Search the records for "linecap" and copy each line that holds it.
=-=-=-=-=
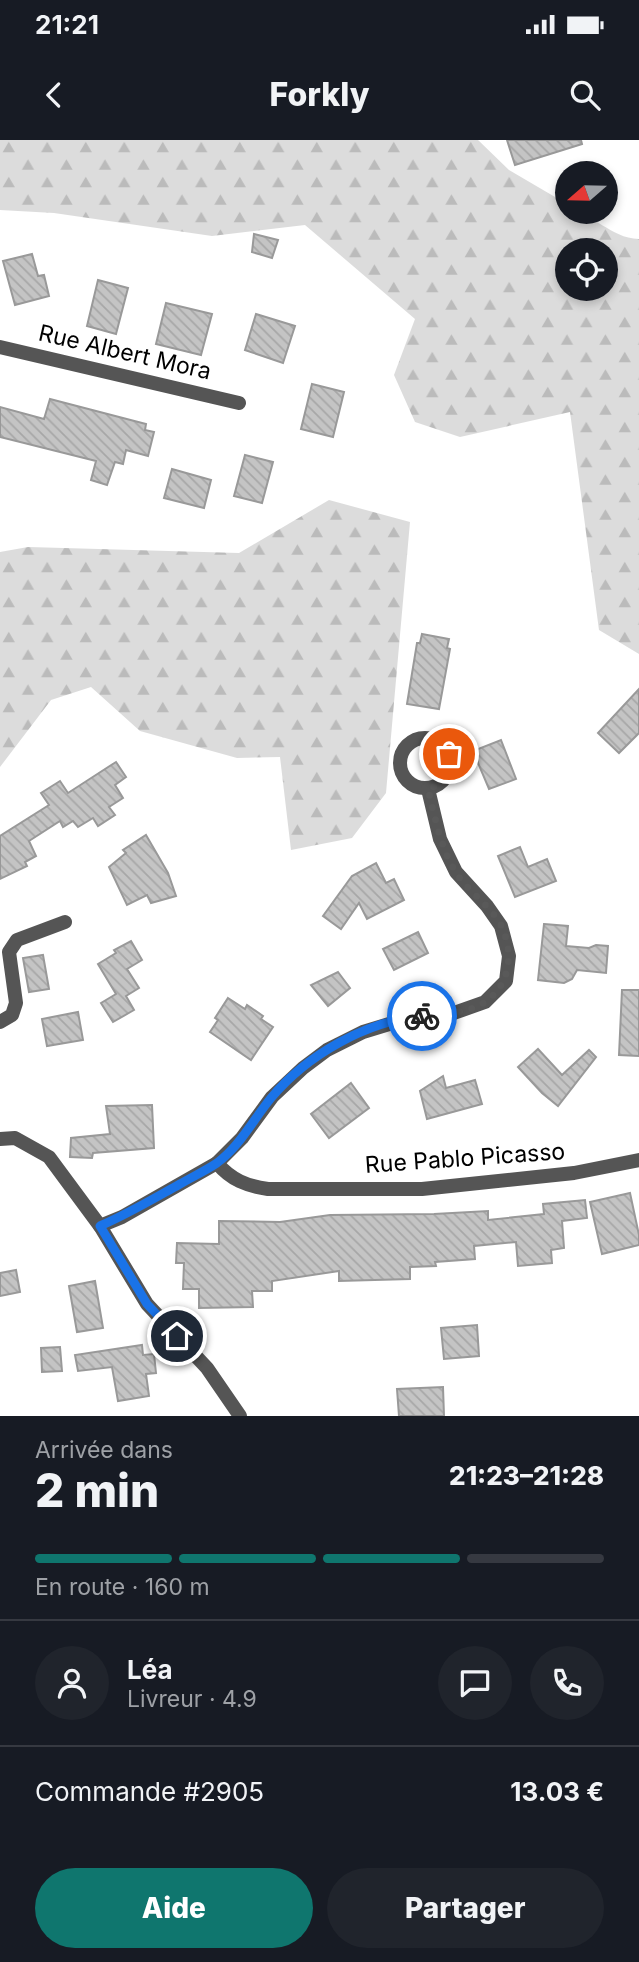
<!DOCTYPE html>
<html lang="fr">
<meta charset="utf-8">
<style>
:root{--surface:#171b24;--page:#20242c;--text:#f1f3f6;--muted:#9ea1a6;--line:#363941;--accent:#0f766e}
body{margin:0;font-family:Inter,sans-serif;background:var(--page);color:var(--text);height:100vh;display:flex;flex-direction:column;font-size:26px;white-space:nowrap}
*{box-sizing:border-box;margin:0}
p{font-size:23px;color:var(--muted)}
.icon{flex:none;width:38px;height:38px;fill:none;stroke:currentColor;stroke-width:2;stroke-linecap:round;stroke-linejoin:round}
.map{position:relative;height:1276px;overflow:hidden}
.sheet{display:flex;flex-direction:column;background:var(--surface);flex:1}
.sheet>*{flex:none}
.needle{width:46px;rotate:250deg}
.fabs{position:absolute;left:555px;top:21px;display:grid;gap:14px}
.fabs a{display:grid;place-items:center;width:63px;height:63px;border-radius:50%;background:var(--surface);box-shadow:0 4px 10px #0003;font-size:35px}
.pin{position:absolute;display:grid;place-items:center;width:60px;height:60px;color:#fff;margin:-30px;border:4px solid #fff;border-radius:50%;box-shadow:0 2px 7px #0007}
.courier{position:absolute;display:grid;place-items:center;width:70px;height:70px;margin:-35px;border:5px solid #1a73e8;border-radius:50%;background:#fff;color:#222;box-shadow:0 2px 9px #0007}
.summary em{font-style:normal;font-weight:800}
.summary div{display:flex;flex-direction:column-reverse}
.summary{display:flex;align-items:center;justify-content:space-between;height:119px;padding:0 35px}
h1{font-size:46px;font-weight:800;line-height:52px}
.bar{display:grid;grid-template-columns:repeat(4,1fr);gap:10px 7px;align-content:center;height:84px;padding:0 35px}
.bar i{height:9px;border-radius:5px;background:var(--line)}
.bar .on{background:var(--accent)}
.bar p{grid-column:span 4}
.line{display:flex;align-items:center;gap:18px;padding:0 35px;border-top:2px solid var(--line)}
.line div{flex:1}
.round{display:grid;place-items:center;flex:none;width:74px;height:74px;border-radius:37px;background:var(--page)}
.primary-button{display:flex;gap:14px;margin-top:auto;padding:14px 35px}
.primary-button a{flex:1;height:80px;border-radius:42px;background:var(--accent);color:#fff;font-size:28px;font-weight:800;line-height:80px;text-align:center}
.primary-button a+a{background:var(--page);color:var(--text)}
.status{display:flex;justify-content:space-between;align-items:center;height:49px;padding:0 35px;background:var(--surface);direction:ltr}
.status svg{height:19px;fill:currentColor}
header{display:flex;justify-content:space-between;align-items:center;height:91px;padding:0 35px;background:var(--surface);font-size:32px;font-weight:800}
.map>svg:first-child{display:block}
.forest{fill:url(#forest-firs);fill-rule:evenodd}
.building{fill:url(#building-back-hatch);stroke:#999;stroke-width:2}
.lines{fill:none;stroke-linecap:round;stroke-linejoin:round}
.street{stroke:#555;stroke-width:14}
.done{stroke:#595959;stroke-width:7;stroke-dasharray:0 12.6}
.route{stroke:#1a73e8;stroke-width:9}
.labels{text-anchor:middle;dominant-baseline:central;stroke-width:5;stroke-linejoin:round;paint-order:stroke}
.street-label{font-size:23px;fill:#000;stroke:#fff}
</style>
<div class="status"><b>21:21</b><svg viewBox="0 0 49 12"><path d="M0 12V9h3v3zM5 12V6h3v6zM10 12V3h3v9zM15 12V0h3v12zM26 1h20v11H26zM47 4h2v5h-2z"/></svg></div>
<header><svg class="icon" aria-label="back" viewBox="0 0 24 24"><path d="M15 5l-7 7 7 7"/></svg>Forkly<svg class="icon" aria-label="search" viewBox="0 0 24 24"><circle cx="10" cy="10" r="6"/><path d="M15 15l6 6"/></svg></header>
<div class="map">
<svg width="639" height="1276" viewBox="0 0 639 1276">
<defs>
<pattern id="forest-firs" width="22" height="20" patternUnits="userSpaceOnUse" patternTransform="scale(1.75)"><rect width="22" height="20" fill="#dcdcdc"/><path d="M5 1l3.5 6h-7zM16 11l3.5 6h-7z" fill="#bbb"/></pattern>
<pattern id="building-back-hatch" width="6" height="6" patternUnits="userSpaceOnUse" patternTransform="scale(1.75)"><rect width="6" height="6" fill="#c4c4c4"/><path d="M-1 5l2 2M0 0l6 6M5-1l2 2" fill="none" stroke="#a7a7a7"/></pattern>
</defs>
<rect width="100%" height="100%" fill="#fff"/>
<g class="forest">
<path d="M0,0h478l31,30 58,34v8c28,0 42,26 72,27v415l-40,-24 -29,-218 -110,25 -45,-15 -21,-47 21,-56 -110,-94 -93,11 -158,-23 -54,-3zM567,110h39v39h-39z"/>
<polygon points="329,360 410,382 386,653 352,698 291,710 280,617 237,618 140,591 91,547 51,560 0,627 0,412 28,407 239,413"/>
</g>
<g class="building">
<polygon points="507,0 581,0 582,4 515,25"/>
<polygon points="254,94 278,100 272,118 252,112"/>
<polygon points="32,114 38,136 44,135 49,156 15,165 3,121"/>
<polygon points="98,140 128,148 116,194 87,186"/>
<polygon points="166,163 212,174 201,215 156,204"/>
<polygon points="256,174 295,186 283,223 245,210"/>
<polygon points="312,244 344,252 333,297 301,289"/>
<polygon points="50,259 146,284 145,290 154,292 148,316 126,310 123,324 115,322 107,345 91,340 96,321 0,297 0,267 44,279"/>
<polygon points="245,315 273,322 262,363 234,356"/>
<polygon points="172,329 211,340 204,368 164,358"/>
<polygon points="422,494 449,499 447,508 450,509 439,569 407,564 417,503 420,503"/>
<polygon points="639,549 639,593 619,613 598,593"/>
<polygon points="501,600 516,639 489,649 473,611"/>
<polygon points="116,622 126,637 115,645 123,658 109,667 115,675 98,686 93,678 78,687 73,681 63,687 60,681 29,701 36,716 25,722 27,726 0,739 0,696 49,665 41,653 60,641 68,653"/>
<polygon points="146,695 168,733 176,756 151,763 147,755 127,765 109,727 126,713 123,710"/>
<polygon points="520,707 528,727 547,719 556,741 515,757 498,716"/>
<polygon points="376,723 386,743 394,739 404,760 367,779 359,763 341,789 323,776 352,736"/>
<polygon points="544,784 568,786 566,806 589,808 596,805 608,806 606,833 577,830 572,839 564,843 538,840"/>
<polygon points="418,792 428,813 394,830 383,809"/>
<polygon points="131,801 142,820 127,829 139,848 126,856 134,870 113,882 101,863 116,854 98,824 116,813 114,810"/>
<polygon points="43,815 49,849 29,852 23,818"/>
<polygon points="338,832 350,848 328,866 311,845"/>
<polygon points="622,850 639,850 639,916 619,915"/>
<polygon points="228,858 245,869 247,865 263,876 261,879 273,887 251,920 210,892 218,880 215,878"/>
<polygon points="78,872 83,900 47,906 42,879"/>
<polygon points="538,909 562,935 589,910 596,917 558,966 542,953 518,927"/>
<polygon points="443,936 446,948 475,940 482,964 427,979 420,951"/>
<polygon points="351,943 369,968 329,998 311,974"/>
<polygon points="152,965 154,1008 93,1013 92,1018 70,1017 71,998 110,994 106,966"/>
<polygon points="630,1053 639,1095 639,1105 602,1114 590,1062"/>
<polygon points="585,1060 587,1078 562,1081 564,1108 551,1110 552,1123 518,1126 516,1102 474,1106 475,1119 435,1122 436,1126 410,1127 410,1139 339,1141 339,1131 272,1141 272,1151 252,1151 253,1167 199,1168 199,1149 183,1149 184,1123 176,1123 177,1103 219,1104 219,1081 280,1082 330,1075 434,1074 488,1071 488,1080 544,1074 543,1064"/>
<polygon points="16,1130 20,1152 0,1156 0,1133"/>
<polygon points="95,1141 103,1188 77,1192 69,1146"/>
<polygon points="477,1185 479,1216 444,1219 441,1188"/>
<polygon points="142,1205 143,1215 154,1214 156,1233 146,1234 149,1256 118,1261 112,1227 78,1231 75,1215"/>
<polygon points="60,1207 62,1231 42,1232 41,1208"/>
<polygon points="443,1247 444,1276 399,1276 397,1249"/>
</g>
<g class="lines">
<g class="street">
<polyline points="0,207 239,263"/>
<circle cx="425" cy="623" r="25"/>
<polyline points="0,882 12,875 16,863 9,812 17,800 65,782"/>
<polyline points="0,999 15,998 49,1017 100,1086 147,1164 207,1228 240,1276"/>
<path d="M217,1023c14,17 30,23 51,26h154l152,-16 65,-13"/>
<polyline points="100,1086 122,1077 217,1023 242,998 272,957 303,928 327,910 363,892 412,877 451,874 485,862 506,841 509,816 501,786 487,766 456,732 440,699 428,649"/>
</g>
</g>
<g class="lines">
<path class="done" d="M422,876c20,-1 46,-3 63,-14 26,-18 29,-50 16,-77 -12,-21 -34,-34 -46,-54 -15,-25 -20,-54 -27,-82 17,-6 23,-17 21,-35"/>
<path class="route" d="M177,1196l-30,-32 -47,-78c28,-12 53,-27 80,-42 12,-7 25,-13 37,-21 23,-17 36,-43 54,-65 36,-43 95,-77 151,-82"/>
</g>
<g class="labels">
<g class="street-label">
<text transform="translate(125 212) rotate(13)">Rue Albert Mora</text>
<text transform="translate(465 1018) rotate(-4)">Rue Pablo Picasso</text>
</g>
</g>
</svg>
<div class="fabs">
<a><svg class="needle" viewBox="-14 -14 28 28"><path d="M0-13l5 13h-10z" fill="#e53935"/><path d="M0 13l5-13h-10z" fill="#9ea1a6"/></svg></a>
<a><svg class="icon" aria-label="locate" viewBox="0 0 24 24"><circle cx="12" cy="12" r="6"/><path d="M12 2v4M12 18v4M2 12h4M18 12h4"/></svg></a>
</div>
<div class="pin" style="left:449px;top:614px;background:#ea580c"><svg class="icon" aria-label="bag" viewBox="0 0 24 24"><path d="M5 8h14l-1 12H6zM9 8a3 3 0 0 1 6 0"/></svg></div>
<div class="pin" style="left:177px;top:1196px;background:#1f2937"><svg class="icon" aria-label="home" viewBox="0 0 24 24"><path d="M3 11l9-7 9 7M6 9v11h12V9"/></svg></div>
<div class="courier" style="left:422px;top:876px"><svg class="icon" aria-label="bike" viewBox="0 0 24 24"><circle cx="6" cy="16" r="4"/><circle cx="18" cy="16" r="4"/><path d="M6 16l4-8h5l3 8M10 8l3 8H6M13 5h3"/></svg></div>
</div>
<section class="sheet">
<div class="summary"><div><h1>2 min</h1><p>Arrivée dans</p></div><em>21:23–21:28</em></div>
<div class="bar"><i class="on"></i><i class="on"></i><i class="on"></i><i></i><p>En route · 160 m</p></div>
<div class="line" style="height:126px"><a class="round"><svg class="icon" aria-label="person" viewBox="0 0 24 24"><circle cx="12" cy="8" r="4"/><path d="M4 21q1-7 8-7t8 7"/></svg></a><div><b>Léa</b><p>Livreur · 4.9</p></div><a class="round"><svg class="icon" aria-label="chat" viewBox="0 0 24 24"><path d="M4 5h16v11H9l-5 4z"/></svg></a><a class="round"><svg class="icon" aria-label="phone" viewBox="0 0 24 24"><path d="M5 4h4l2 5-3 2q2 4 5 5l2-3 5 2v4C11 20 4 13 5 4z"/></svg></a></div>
<div class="line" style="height:91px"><div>Commande #2905</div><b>13.03 €</b></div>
<div class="primary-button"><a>Aide</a><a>Partager</a></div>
</section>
=-=-=-=-=
Answer space
.icon{flex:none;width:38px;height:38px;fill:none;stroke:currentColor;stroke-width:2;stroke-linecap:round;stroke-linejoin:round}
.lines{fill:none;stroke-linecap:round;stroke-linejoin:round}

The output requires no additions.